Caráter e temperamento

Collie de cabelos longos, branco e cilíndrico, de pé
Foto: Ultimo Romântico, CC BY-SA 2.0, através do Wikimedia Commons

Se tivéssemos que resumir o Collie em uma palavra, seria nobreza. É um cão doce, carinhoso e absolutamente devoto de sua família. É considerado um dos cães mais fáceis de tratar graças à sua inteligência e um desejo inato de agradar, herança direta de séculos de trabalho lado a lado com o pastor.

O Collie tem uma sensibilidade emocional notável: percebe o humor das pessoas e responde a ele. Isso faz dele um excelente companheiro, mas também significa que ele precisa de um tratamento amável. Vozes, punições duras ou um ambiente tenso afetam-no mais do que outras raças e podem torná-lo inseguro ou retraído.

É leal até ao fim: Muitos exemplares seguem o seu dono por toda a casa, “pegados” a ele. Com os estranhos mostra-se reservado, mas raramente agressivo; ladra para avisar e coloca-se mais no papel de cão de alarme do que no de cão de guarda. Não é tímido ou tímido quando está bem socializado, e diante de um perigo real não hesita em defender os seus. Tem também o seu caráter: Se ele é repreendido, às vezes ele se afasta para murmurar por um tempo, embora não seja nada rancoroso.

Coabitação: crianças, outros animais de estimação, piso e solidão

  • Com crianças: é um dos seus grandes pontos fortes. paciente, atento e protetor, o Collie é uma babá natural e geralmente tolera muito bem os jogos e brinquedos dos mais pequenos.
  • Com outros animais de estimação: é sociável e pouco conflituoso, convive sem problemas com outros cães e, com boa aparência, também com gatos.
  • No piso: pode viver no chão desde que receba caminhadas e exercício suficientes diariamente. É calmo dentro de casa, mas sua tendência a ladrar quando está entediado deve ser controlada em um bloco de vizinhos.
  • Soledad: é um cão muito apegado e não gosta de passar muitas horas sozinho. A solidão prolongada pode levar à ansiedade, latidos e comportamentos destrutivos.

Educação e formação

Poucas raças são tão gratas por serem educadas como o Collie. Os cães do tipo collie ocupam os primeiros lugares nas classificações de inteligência canina, e ele aprende rápido, retém bem e gosta de trabalhar com sua pessoa.
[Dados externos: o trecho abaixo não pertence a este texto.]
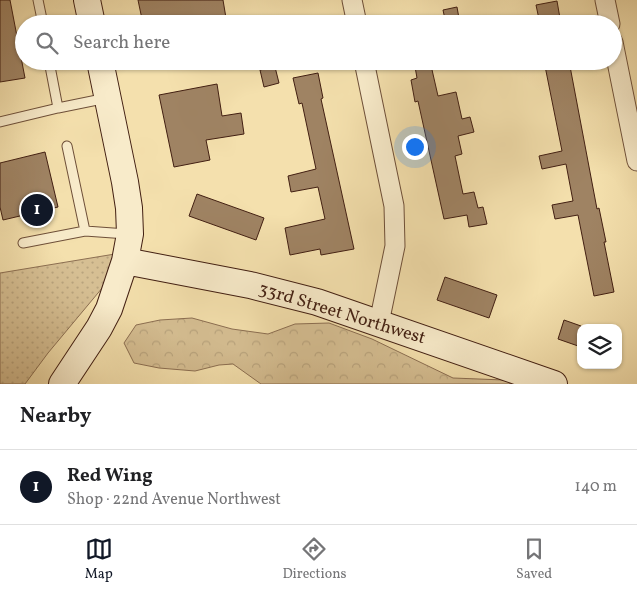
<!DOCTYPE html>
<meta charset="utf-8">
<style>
body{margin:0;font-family:Vollkorn,serif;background:#f2f2f2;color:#202124}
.controls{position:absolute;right:15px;bottom:15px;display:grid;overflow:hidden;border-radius:10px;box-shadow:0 1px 4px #0004}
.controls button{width:45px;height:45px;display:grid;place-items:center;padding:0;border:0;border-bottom:1px solid #e0e0e0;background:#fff;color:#202124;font:25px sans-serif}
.you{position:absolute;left:414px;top:146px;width:18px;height:18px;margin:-12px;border:4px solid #fff;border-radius:50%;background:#1a73e8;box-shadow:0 0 0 8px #1a73e833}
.badge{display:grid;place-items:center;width:32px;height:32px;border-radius:50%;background:#111827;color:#fff;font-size:16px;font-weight:700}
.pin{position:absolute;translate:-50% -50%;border:2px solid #fff;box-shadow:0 1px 5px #0006}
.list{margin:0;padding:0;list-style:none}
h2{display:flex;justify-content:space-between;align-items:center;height:65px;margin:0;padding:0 20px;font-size:21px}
h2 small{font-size:16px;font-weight:400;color:#757577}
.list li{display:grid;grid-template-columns:32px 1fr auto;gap:15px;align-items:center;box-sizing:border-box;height:75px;padding:0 20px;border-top:1px solid #e0e0e0}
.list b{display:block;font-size:19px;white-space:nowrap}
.list p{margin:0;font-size:16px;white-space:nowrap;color:#757577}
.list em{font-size:16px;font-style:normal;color:#757577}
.icon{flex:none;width:28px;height:28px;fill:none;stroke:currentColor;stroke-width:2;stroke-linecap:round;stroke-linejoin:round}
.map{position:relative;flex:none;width:637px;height:384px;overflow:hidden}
.search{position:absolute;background:#fff;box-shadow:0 1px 4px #0004;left:15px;right:15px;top:15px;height:55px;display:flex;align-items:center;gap:12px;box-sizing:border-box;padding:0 18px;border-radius:28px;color:#757577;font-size:19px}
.sheet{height:140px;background:#fff}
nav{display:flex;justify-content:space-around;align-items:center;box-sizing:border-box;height:70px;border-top:1px solid #e0e0e0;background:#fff;font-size:14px;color:#757577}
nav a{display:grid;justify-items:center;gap:2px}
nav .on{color:#111827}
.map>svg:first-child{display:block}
</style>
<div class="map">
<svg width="637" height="384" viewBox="0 0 637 384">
<defs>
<pattern id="grass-dots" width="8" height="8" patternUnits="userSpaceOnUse" patternTransform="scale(1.25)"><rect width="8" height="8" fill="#d6bf93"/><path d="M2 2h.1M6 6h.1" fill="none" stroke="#b9a47e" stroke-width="1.8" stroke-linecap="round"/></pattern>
<pattern id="forest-crowns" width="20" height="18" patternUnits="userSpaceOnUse" patternTransform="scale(1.25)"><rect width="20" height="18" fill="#d6bf93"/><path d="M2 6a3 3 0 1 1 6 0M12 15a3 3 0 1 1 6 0" fill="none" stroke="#b9a47e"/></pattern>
</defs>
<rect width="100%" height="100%" fill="#f4e0ad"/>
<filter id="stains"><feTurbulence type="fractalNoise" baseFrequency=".004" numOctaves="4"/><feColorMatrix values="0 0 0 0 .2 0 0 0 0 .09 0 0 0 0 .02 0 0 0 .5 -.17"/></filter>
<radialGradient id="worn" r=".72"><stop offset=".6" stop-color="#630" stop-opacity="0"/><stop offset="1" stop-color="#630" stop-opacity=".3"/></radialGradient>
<path fill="url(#grass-dots)" stroke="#8c6f52" d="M115,254L103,287L48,353L25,384H0V273Z"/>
<path fill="url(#forest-crowns)" stroke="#8c6f52" d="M192,318L232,329L268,334L295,324L329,323L372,339L453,378L504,380L518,384H261L233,364L219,365L195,371L159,368L134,363L124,343L136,325L160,320Z"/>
<path fill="#9f8363" stroke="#421f12" d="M0,0H10L25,78L0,82Z
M138,0H223L227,24H143Z
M557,1L561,24H540L536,5Z
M457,7L460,24H446L443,10Z
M414,61H430L438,96L456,92L462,119L470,117L474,132L458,136L462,154L455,156L463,194L474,192L478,208L483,207L487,224L469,227L467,215L444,219L418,101L415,102L411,80L417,78Z
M544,61H569L597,209L599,208L606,242H604L614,292L594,296L578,215L555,219L552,205L573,201L566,164L542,169L539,156L562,151Z
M275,67L279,83L264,87L260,70Z
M318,73L323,98L321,99L354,249L321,255L320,249L290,255L285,228L325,219L318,187L291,192L288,176L316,169L302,103L299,104L293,78Z
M217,84L222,116L241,113L244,134L206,140L210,160L174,167L159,95Z
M45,152L58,207L3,220L0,207V163Z
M197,194L264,218L256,240L189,216Z
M445,277L497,295L489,318L437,300Z
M564,320L581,326V347L558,339Z"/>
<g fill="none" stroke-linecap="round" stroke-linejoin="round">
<defs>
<path id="lane" d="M38,0L43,24
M49,61L58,108L107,98
M0,122L58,108
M67,146L85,231
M23,243L85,231L127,234"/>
<path id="street" d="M352,0L357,24
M605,0L610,24
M613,42L637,161
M364,61L394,206L395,246L379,323"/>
<path id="secondary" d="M87,0L92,24
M125,261L250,285L317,302L554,384
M62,384L99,328L109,309L125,261L130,234L129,208L125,182L100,61"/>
</defs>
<use href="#lane" stroke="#6e4f39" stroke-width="11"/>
<use href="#street" stroke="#6e4f39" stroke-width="21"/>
<use href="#secondary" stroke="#421f12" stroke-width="28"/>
<use href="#lane" stroke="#f8ebca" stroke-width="9"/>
<use href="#street" stroke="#f8ebca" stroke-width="19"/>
<use href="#secondary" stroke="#f8ebca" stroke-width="26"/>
</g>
<g text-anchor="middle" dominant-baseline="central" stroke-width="4.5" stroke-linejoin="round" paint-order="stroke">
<g font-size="18" fill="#421f12" stroke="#f8ebca">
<text transform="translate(342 314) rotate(17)">33rd Street Northwest</text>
</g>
</g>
<rect width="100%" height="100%" filter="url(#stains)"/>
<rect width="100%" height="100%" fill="url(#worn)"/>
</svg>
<div class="controls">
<button><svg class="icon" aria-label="layers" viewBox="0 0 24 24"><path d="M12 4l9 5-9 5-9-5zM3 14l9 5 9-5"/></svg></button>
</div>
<div class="you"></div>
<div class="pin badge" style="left:37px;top:210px">1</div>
<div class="search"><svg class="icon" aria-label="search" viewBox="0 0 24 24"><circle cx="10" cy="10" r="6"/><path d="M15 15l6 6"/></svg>Search here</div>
</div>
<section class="sheet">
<h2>Nearby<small></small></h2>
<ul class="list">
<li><span class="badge">1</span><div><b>Red Wing</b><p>Shop · 22nd Avenue Northwest</p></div><em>140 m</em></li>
</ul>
</section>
<nav>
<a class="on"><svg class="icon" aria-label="map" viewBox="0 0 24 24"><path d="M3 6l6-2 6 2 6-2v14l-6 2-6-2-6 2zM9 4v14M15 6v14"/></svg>Map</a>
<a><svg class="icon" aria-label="directions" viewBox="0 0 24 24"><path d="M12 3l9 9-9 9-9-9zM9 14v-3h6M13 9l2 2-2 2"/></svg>Directions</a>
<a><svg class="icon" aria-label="saved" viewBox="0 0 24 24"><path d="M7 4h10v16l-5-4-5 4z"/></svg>Saved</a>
</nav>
Isso facilita enormemente a obediência básica, as maneiras domésticas e os truques.

A chave está no reforço positivo: Prémios, jogo, voz amável e sessões curtas. Dadas as suas sensibilidades, os métodos duros são contraproducentes; com um Collie, obtém-se muito mais com uma carícia do que com um grito. A socialização precoce – a exposição de um cãozinho a pessoas, ruídos, outros cães e ambientes variados – é fundamental para que ele não desenvolva timidez ou uma reactividade excessiva ao desconhecido.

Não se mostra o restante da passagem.